Monday 9 January 2012

IPHREHAB : MUSCLE TONE


IPHREHAB

Muscle Tone
Muscle tone refers to the amount of tension or resistance to movement in a muscle.  
Muscle tone (a different phenomenon than muscle tension) is the continuous and passive partial contraction of the muscles. It helps maintain posture and declines during REM sleep.
Muscle tone is what enables us to keep our bodies in certain position or posture. 

Changes in muscle tone is what enables us to move.  For example, to bend your arm to brush your teeth, you must shorten (increase the tone of) the biceps muscles on the front of your arm at the same time you are lengthening (reducing the tone of) the triceps muscles on the back of your arm. 
To complete a movement smoothly, the tone in all muscle groups involved must be balanced.  The brain must send messages to each muscle group to actively change its resistance.

Purpose
Unconscious nerve impulses maintain the muscles in a partially contracted state. 
If a sudden pull or stretch occurs, the body responds by automatically increasing the muscle's tension, a reflex which helps guard against danger as well as helping to maintain balance.
The presence of near-continuous innervation makes it clear that tonus describes a "default" or "steady state" condition. There is, for the most part, no actual "rest state" insofar as activation is concerned.

§In terms of skeletal muscle, both the ex tensor muscle and flexor muscle use the term tones to refer to the "at rest" or normal enervation that maintains current positions of bones.
§Cardiac muscle and smooth muscle, although not directly connected to the skeleton also have tonus in the sense that although their contractions are not matched with those of antagonist muscles, their non-contractive state is characterized by (sometimes random) enervation.

§Many people don't understand the difference between muscle tone and muscle strength.
§True muscle tone is the inherent ability of the muscle to respond to a stretch. For example, if you quickly straighten the flexed elbow of an unsuspecting child with normal tone, the biceps will quickly contract in response (automatic protection against possible injury). When the perceived danger has passed, which the brain figures out really quickly once the stimulus is removed, the muscle then relaxes, and returns to its normal resting state.

§The child with high tone or "spasticity" has over-reactive response to the same stimulus. When his arm is stretched, the biceps tightens at an even more rapid rate, and the rate of recovery is much slower, even after the stimulus is removed. Full relaxation is difficult to achieve, so the muscle stays taut for an extended period of time.
§If another stimulus is added before the muscle has a chance to recover (which happens often during normal movement in the everyday world), the muscle contracts again, becoming tighter. Because this child's muscles never truly rest unless he is asleep, the long term result is tighter, shorter muscles with reduced joint range. This is typically seen in the child with spastic CP.

§The child with low tone has muscles that are slow to initiate a muscle contraction, contract very slowly in response to a stimulus, and can not maintain a contraction for as long as his "normal "peers.
§Because these low-toned muscles do not fully contract before they again relax, they remain loose and very stretchy, never realizing their full potential of maintaining a muscle contraction over time.
§These are the "floppy" children who have difficulty maintaining any posture without external support .
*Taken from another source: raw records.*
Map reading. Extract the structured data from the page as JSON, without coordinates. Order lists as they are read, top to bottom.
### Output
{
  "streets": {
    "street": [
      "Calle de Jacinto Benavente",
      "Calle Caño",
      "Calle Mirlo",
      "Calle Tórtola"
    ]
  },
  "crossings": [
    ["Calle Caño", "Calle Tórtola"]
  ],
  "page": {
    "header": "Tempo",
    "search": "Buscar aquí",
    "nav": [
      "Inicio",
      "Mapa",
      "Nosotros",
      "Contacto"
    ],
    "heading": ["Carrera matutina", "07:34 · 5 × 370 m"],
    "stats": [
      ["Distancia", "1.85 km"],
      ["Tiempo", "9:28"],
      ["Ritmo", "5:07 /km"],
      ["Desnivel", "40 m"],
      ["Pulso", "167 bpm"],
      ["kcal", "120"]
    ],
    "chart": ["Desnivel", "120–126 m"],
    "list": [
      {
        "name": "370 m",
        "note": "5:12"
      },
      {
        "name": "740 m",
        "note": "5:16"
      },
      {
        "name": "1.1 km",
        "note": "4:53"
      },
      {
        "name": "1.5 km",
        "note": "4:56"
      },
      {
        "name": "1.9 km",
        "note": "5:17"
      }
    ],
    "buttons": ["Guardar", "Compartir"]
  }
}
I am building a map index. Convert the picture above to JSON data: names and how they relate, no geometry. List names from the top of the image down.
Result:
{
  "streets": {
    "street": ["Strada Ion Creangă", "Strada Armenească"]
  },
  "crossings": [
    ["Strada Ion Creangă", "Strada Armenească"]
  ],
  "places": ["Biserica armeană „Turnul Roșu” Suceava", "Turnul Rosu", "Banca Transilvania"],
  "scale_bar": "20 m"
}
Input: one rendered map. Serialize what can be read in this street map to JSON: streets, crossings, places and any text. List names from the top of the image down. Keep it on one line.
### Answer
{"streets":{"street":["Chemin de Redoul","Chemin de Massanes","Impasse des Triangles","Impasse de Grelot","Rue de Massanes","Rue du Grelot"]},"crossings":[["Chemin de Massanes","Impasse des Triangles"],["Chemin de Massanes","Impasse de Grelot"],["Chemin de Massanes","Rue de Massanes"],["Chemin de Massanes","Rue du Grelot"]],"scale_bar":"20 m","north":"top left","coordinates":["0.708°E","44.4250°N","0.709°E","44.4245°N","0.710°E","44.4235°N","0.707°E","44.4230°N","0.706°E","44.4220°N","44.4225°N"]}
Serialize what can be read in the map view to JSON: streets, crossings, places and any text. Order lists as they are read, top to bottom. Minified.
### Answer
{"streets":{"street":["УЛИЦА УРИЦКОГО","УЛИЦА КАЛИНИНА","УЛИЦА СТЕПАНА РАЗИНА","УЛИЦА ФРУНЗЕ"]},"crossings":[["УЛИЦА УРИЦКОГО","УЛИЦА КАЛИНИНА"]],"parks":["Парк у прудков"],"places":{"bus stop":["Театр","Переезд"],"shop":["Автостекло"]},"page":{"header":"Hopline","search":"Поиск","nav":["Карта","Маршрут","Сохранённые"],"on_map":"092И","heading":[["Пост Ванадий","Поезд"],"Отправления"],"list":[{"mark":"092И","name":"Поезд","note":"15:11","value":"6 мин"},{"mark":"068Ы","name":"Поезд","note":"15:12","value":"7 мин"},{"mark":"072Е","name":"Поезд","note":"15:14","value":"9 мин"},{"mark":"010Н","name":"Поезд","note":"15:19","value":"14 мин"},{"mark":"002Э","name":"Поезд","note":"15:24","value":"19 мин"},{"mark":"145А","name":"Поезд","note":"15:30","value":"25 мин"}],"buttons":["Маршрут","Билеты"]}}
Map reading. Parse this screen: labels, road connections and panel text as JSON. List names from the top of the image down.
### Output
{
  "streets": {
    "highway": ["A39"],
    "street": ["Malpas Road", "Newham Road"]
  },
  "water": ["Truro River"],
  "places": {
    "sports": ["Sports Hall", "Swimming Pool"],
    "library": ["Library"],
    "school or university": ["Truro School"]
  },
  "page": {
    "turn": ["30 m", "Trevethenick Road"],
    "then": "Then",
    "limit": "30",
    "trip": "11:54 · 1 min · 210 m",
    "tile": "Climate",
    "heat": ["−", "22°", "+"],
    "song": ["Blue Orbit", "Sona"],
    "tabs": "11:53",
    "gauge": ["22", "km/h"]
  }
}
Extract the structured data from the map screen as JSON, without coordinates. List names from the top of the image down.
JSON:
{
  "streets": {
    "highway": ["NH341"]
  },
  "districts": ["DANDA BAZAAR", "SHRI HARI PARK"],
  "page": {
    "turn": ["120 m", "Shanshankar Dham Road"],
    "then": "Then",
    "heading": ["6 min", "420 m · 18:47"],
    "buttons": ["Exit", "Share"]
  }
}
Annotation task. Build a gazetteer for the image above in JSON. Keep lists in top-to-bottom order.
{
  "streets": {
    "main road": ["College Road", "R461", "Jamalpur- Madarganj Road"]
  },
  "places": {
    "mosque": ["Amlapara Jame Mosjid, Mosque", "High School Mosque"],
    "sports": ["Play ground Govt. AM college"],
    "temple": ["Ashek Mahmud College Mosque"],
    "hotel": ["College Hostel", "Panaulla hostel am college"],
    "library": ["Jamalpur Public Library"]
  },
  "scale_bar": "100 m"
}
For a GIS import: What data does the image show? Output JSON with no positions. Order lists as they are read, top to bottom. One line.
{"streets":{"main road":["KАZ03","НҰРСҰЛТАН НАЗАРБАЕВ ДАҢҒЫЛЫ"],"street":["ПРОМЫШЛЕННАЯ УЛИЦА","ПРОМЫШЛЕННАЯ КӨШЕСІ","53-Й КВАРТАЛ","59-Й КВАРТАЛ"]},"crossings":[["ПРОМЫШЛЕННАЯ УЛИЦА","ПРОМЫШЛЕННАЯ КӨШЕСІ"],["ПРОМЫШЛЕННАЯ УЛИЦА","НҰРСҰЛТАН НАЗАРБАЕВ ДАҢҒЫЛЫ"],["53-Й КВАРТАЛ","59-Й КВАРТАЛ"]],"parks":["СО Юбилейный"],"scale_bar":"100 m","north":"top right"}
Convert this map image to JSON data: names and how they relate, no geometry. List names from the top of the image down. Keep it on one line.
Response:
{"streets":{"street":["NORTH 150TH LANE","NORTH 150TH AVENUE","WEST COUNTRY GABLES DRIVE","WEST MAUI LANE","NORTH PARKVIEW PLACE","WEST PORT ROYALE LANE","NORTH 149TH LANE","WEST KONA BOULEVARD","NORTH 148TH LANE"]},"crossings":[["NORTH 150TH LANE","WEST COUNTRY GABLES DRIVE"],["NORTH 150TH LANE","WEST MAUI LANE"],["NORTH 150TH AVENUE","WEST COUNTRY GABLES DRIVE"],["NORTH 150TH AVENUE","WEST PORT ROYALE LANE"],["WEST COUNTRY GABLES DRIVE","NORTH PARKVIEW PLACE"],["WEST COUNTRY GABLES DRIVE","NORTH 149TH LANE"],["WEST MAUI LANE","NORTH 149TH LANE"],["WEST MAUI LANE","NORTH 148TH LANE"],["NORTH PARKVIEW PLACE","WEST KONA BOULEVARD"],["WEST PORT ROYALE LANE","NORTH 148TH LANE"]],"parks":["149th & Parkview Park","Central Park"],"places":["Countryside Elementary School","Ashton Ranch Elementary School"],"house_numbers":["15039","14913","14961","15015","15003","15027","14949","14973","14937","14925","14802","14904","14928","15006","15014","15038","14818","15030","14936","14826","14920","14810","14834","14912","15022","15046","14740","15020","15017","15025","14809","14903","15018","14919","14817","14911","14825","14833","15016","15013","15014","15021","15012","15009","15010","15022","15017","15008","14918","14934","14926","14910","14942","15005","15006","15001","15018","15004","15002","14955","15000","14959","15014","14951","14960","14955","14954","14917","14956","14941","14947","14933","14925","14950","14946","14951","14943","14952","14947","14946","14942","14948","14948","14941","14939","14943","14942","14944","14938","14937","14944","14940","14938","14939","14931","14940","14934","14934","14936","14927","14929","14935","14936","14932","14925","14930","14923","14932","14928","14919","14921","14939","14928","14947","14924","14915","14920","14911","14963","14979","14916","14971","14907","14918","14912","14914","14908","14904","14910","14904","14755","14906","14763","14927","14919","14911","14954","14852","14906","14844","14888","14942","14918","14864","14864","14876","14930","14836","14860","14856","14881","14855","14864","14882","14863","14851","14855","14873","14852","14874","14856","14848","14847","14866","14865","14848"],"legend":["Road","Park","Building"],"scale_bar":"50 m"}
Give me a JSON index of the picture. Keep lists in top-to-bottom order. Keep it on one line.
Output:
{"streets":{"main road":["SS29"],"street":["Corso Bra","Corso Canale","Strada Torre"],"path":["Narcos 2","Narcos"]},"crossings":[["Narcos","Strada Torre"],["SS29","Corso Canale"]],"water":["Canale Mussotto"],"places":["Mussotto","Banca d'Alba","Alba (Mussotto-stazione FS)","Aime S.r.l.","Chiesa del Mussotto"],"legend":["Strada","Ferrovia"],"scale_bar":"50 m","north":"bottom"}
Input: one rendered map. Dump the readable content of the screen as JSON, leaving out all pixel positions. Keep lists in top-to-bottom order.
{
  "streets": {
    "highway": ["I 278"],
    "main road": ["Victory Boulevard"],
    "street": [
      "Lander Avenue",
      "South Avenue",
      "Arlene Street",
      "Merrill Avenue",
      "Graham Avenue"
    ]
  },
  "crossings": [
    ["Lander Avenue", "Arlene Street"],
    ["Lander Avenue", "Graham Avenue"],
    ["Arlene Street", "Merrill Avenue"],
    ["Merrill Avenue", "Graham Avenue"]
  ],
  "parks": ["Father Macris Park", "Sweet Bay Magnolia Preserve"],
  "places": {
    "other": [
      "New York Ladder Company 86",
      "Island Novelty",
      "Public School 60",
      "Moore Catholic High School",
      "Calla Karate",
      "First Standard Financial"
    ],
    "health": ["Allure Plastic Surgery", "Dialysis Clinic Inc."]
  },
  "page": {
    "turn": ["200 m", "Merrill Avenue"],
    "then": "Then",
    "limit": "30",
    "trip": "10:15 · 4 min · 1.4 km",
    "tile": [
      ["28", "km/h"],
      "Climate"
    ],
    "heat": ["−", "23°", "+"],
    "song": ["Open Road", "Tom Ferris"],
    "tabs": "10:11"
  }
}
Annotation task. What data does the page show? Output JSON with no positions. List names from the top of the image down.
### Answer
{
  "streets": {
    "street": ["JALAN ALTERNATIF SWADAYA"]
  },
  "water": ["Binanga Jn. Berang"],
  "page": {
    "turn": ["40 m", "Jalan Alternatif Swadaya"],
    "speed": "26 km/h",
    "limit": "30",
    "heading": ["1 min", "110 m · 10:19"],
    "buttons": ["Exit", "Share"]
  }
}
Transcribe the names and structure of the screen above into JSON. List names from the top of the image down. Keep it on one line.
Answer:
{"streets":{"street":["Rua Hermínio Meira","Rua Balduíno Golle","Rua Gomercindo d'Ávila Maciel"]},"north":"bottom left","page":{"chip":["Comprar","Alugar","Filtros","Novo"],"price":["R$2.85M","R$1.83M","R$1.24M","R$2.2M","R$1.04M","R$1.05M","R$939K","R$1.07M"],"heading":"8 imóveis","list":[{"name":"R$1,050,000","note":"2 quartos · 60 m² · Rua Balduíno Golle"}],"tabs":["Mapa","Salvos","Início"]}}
§Somewhere deep in the muscle are receptors responsible for detecting changes in muscle length.
§ These receptors then tell the brain there is a stimulus, and the brain tells the muscle to contract in response.
§There are numerous feedback loops to tell the brain whether the muscle has responded appropriately, needs to contract again, relax or whatever...

§In addition, there are receptors that tell where each joint is located in relation to all the other body parts that help to determine position in space, etc.
§ A delay in perception, decoding, or transmission anywhere along the neural pathways will result in a change from an optimal response, or "normal" tone. 
§Muscle tone occurs at an involuntary level. We can effect changes in muscle responses with sensory integration treatment techniques that increase the "alert state of the muscle" by bombarding it with sensory stimuli and improve the brains ability to perceive changes in muscle length, preventing it from accommodating to stimuli.